Maroc

Services publics : la cybersécurité, un enjeu de confiance institutionnelle

Les fuites de données qui ont frappé la Caisse nationale de sécurité sociale (CNSS) révèlent une faille d’architecture plus qu’un simple incident. Elles placent au centre du débat la question de la gouvernance numérique des services publics.

L’incident survenu dans les systèmes de la CNSS a mis au jour un défaut de protection que plus rien ne permet d’ignorer. Plus qu’une défaillance ponctuelle, cette fuite massive de données interroge les fondations techniques sur lesquelles repose la gestion numérique de certains services publics.

Le fait que les fichiers aient été rendus publics, sans passer par les circuits discrets de revente clandestine, a élargi la portée de l’intrusion. En exposant à découvert les informations personnelles de milliers d’assurés, les auteurs – identifiés par les spécialistes comme «hacktivistes» – ont mis à nu plusieurs fragilités dans l’architecture informatique de l’institution en charge du système de sécurité sociale.

«Il faut s’attendre à une panoplie d’attaques, particulièrement centrées sur l’usurpation d’identité», analyse Abdessamad El Amrani, expert en sécurité des systèmes complexes.

La portée de cet acte, inédit dans sa forme, ne tient pas tant à la quantité de données extraites qu’à l’absence de cloisonnement et à l’architecture dépassée des systèmes ciblés.

Face à cette exposition brutale, dans un réflexe défensif, la CNSS a suspendu certaines fonctionnalités de ses services en ligne.

«Le service doit être sécurisé avant même son déploiement», souligne l’expert, rappelant que la sécurité ne peut plus être pensée de manière préventive. Une analyse plus fine de l’incident conforte ce diagnostic.

L’hypothèse d’une attaque sophistiquée semble écartée par les spécialistes de la cybersecurité. Badr Bellaj, expert en technologies décentralisées, plaide en faveur d’une négligence dans la gestion des accès ou une mauvaise configuration.

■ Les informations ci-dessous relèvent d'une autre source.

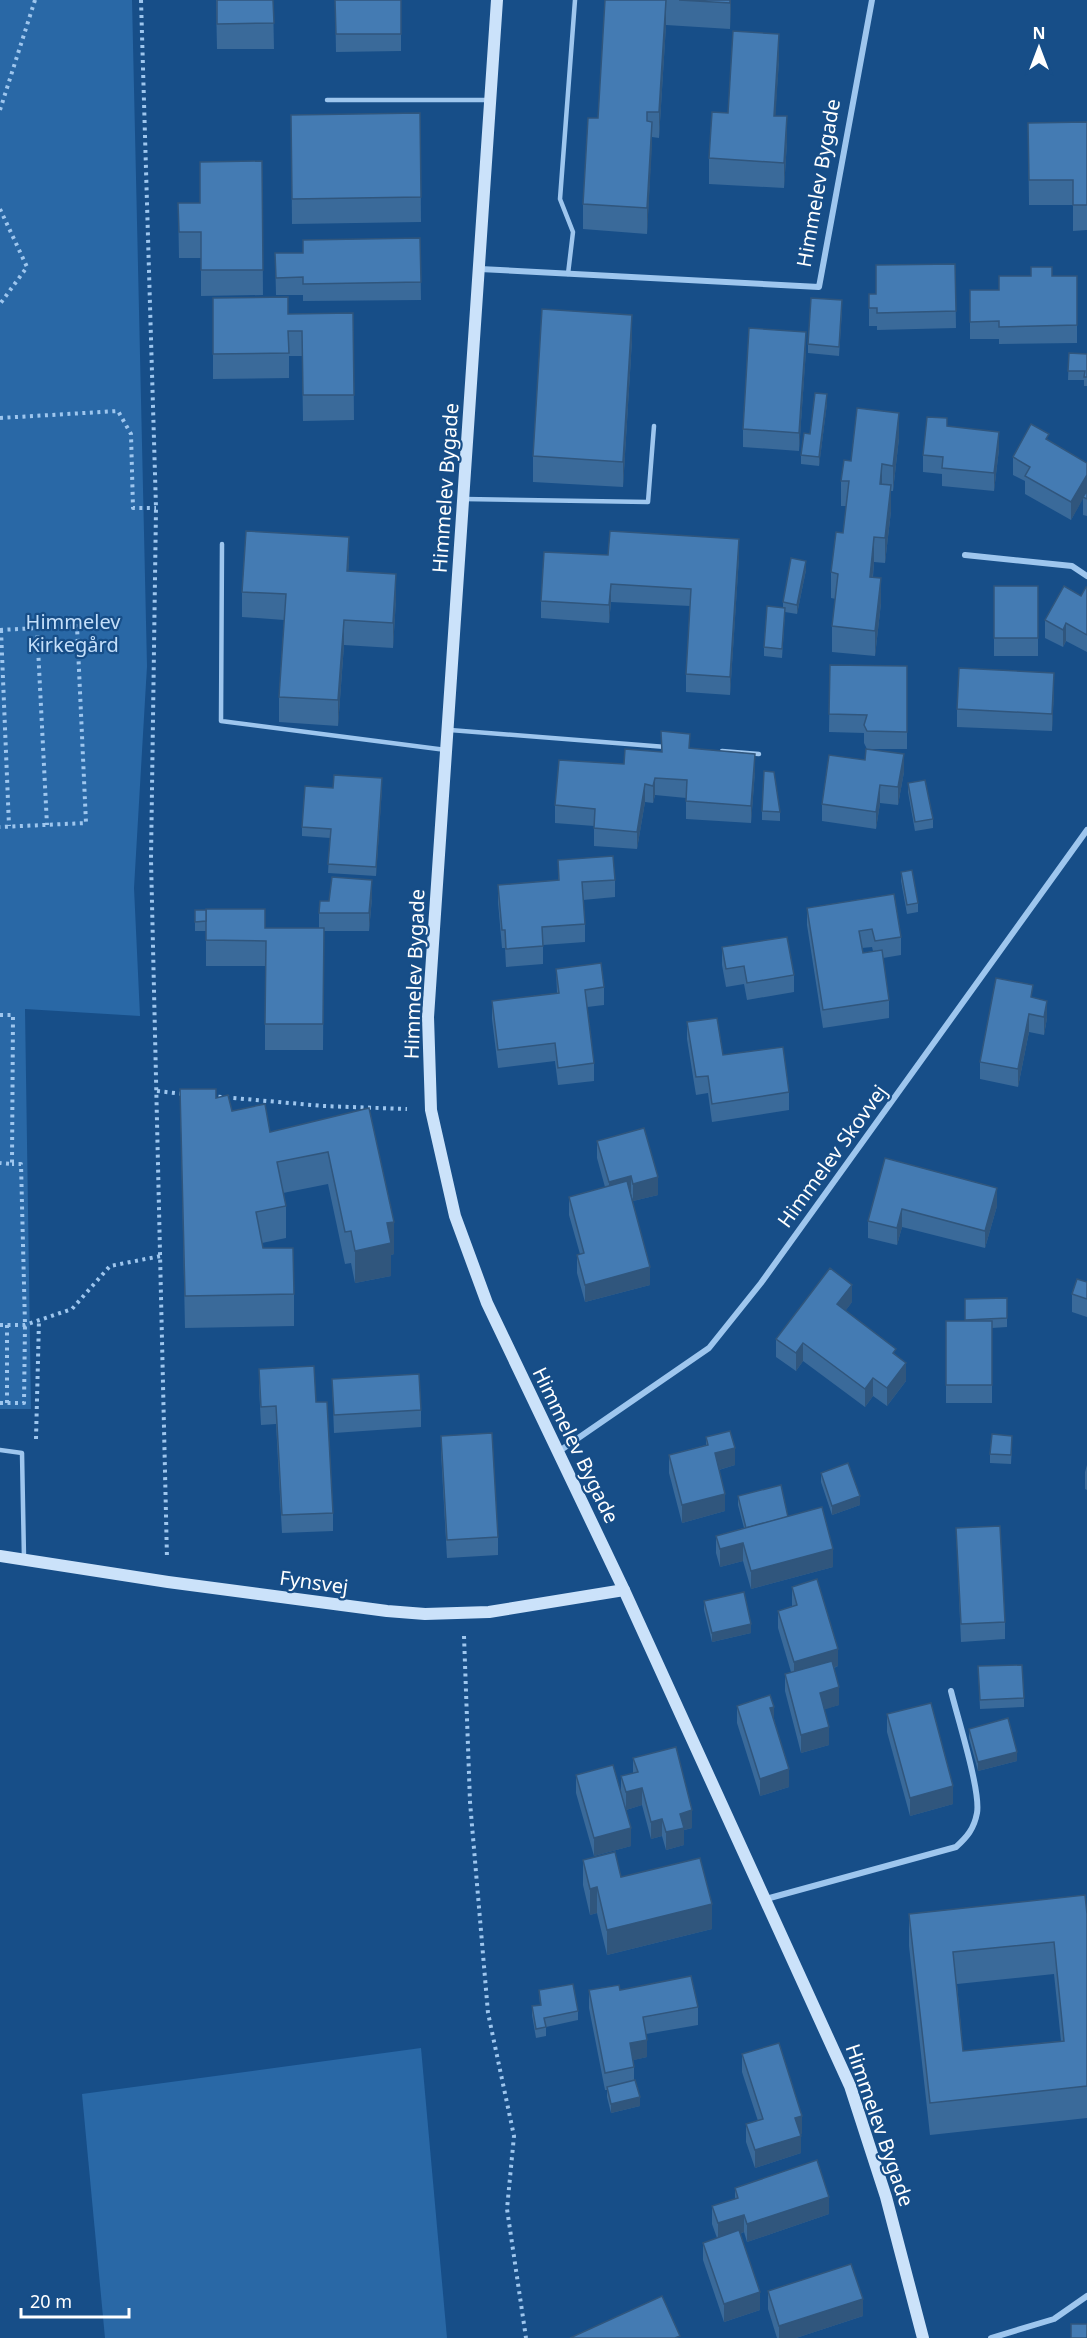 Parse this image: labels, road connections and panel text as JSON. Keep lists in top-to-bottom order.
{
  "streets": {
    "street": ["Himmelev Bygade", "Himmelev Skovvej", "Fynsvej"]
  },
  "crossings": [
    ["Himmelev Bygade", "Himmelev Skovvej"],
    ["Himmelev Bygade", "Fynsvej"]
  ],
  "parks": ["Himmelev Kirkegård"],
  "scale_bar": "20 m",
  "north": "top"
}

«Le niveau de protection est resté en deçà des standards, particulièrement sur l’interface utilisateur», souligne-t-il.

«Il pourrait s’agir d’une mauvaise configuration des API», précise-t-il. Une erreur banale, mais lourde de conséquences.

Perte de souveraineté
Cette vulnérabilité technique en révèle une autre, la pénurie de profils qualifiés. «Le Maroc n’est pourtant pas mauvais élève en matière de cybersécurité. Le vrai problème, c’est l’accès aux compétences», explique Badr.

Le niveau général de sécurité est honorable, mais les besoins croissants des institutions ne trouvent pas toujours réponse dans le vivier local. Cette situation pousse de nombreuses entités publiques à externaliser la gestion de leurs systèmes à des prestataires privés, quitte à y perdre en maîtrise et, à terme, en souveraineté.

Cette dépendance affecte également la réactivité. La première communication officielle n’est intervenue qu’au bout de vingt-quatre heures, laissant un vide propice à la spéculation.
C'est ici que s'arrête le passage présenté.